DATA RECORDS START

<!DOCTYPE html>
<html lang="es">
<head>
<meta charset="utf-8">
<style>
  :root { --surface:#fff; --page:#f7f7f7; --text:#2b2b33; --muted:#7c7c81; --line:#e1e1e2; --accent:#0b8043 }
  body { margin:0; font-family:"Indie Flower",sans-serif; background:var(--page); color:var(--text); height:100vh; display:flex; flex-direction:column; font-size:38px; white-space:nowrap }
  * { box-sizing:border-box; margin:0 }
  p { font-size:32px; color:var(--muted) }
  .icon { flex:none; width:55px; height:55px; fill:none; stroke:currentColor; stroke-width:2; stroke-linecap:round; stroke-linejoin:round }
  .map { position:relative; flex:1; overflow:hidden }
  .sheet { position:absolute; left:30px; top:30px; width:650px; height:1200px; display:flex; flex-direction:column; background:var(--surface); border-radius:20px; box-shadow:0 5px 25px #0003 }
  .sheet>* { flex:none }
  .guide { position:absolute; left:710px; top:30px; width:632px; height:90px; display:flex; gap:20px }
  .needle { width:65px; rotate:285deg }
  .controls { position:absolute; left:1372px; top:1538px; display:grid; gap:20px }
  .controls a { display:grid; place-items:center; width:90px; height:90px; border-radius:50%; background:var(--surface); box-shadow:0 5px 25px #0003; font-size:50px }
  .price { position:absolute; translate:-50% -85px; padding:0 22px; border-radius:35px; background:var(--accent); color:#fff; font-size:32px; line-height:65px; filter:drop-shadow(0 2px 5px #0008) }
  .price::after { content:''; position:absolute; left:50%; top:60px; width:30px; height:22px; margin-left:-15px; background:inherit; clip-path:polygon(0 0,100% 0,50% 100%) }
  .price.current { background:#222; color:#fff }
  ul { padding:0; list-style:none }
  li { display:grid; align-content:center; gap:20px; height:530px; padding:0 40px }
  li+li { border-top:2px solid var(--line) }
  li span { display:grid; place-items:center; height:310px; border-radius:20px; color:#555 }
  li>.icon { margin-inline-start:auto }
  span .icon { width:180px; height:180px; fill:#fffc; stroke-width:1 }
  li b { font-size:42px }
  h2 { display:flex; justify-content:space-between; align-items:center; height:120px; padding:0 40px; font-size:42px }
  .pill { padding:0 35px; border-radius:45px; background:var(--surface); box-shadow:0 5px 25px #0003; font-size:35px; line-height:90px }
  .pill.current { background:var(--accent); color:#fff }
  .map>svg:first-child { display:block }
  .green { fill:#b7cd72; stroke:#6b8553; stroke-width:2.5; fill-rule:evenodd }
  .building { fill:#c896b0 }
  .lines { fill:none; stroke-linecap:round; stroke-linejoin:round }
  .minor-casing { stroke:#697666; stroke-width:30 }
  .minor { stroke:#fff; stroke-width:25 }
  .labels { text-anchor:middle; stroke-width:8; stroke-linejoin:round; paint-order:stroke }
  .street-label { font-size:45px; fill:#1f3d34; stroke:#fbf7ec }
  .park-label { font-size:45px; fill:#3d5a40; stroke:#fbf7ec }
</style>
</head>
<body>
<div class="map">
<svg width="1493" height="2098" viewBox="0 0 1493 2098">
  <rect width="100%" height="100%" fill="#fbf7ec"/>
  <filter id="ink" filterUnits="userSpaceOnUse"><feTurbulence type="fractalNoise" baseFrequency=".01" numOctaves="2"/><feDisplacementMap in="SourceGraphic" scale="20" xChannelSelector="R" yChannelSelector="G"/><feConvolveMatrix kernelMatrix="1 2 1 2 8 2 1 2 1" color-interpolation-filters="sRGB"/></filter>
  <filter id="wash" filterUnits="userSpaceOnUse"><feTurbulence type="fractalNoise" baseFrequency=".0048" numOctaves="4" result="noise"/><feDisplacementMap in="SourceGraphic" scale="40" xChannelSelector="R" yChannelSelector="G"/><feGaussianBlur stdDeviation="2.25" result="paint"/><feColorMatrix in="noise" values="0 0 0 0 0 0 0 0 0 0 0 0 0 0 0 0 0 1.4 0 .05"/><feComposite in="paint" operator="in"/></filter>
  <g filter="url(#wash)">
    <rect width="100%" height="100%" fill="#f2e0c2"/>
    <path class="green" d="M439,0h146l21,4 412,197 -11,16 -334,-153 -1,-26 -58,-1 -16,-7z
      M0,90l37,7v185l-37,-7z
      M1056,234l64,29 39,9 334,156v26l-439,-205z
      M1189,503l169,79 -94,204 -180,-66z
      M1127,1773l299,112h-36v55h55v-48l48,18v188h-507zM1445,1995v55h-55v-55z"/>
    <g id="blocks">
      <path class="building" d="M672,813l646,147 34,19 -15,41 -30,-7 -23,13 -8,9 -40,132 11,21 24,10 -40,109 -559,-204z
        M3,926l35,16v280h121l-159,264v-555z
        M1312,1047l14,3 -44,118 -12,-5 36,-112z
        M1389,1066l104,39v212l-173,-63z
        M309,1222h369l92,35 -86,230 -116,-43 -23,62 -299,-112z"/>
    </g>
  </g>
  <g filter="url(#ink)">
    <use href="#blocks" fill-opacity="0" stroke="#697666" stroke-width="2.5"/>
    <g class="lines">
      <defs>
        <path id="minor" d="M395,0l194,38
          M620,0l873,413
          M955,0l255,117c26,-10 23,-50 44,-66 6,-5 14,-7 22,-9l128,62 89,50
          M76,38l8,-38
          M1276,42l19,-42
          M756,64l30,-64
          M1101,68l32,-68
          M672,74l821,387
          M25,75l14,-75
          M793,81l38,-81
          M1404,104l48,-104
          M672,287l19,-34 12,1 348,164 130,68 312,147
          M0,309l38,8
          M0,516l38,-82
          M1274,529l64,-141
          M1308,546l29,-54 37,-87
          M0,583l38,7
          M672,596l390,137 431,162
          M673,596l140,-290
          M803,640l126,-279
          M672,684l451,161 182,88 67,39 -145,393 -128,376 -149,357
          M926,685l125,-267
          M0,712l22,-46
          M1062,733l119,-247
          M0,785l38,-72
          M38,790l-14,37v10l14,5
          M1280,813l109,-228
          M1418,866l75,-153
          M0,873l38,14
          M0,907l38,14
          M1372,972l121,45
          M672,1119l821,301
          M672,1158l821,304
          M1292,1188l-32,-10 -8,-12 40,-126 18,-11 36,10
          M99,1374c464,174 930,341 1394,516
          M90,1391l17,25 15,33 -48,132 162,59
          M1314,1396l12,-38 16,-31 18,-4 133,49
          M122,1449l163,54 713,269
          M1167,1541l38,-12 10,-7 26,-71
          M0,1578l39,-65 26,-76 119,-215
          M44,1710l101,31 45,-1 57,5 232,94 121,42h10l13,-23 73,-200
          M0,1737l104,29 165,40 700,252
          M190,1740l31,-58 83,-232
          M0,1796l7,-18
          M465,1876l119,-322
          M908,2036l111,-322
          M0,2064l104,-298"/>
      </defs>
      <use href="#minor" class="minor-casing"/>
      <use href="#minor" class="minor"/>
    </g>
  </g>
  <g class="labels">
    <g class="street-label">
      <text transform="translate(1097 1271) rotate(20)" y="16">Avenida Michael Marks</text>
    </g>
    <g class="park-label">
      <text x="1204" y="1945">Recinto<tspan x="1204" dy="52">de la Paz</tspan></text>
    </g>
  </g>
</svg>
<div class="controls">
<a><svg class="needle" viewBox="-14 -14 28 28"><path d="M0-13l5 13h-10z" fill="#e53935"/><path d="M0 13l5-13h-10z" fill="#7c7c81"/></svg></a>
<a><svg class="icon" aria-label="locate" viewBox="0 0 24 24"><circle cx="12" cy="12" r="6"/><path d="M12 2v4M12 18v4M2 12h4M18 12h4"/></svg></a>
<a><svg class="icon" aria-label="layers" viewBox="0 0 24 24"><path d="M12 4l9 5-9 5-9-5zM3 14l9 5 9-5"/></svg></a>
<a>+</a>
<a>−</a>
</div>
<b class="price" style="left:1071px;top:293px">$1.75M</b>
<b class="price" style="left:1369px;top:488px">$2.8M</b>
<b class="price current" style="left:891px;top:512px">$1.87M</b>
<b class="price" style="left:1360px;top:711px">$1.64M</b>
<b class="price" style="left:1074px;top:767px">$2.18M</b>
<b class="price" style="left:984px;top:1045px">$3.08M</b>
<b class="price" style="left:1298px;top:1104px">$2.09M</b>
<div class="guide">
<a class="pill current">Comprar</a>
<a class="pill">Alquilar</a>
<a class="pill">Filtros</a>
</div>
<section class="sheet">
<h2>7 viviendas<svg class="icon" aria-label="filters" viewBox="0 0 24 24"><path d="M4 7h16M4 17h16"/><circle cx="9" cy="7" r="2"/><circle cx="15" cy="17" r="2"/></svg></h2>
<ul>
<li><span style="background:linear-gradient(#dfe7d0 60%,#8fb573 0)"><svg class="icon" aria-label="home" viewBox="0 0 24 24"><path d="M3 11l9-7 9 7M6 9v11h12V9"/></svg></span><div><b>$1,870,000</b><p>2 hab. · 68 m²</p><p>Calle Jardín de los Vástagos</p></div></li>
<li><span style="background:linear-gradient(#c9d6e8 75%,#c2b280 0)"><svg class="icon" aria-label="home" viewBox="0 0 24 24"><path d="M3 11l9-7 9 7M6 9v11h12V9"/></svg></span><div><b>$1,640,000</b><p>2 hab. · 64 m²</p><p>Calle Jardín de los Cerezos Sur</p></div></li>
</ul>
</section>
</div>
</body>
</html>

DATA RECORDS END

**WORK TO BE COMPLETED:** Only the lines from the top of the data through the line that contains "display:grid; place-items:center; width:90px;" should be quoted, exactly as they stand.

**RESULT:**
<!DOCTYPE html>
<html lang="es">
<head>
<meta charset="utf-8">
<style>
  :root { --surface:#fff; --page:#f7f7f7; --text:#2b2b33; --muted:#7c7c81; --line:#e1e1e2; --accent:#0b8043 }
  body { margin:0; font-family:"Indie Flower",sans-serif; background:var(--page); color:var(--text); height:100vh; display:flex; flex-direction:column; font-size:38px; white-space:nowrap }
  * { box-sizing:border-box; margin:0 }
  p { font-size:32px; color:var(--muted) }
  .icon { flex:none; width:55px; height:55px; fill:none; stroke:currentColor; stroke-width:2; stroke-linecap:round; stroke-linejoin:round }
  .map { position:relative; flex:1; overflow:hidden }
  .sheet { position:absolute; left:30px; top:30px; width:650px; height:1200px; display:flex; flex-direction:column; background:var(--surface); border-radius:20px; box-shadow:0 5px 25px #0003 }
  .sheet>* { flex:none }
  .guide { position:absolute; left:710px; top:30px; width:632px; height:90px; display:flex; gap:20px }
  .needle { width:65px; rotate:285deg }
  .controls { position:absolute; left:1372px; top:1538px; display:grid; gap:20px }
  .controls a { display:grid; place-items:center; width:90px; height:90px; border-radius:50%; background:var(--surface); box-shadow:0 5px 25px #0003; font-size:50px }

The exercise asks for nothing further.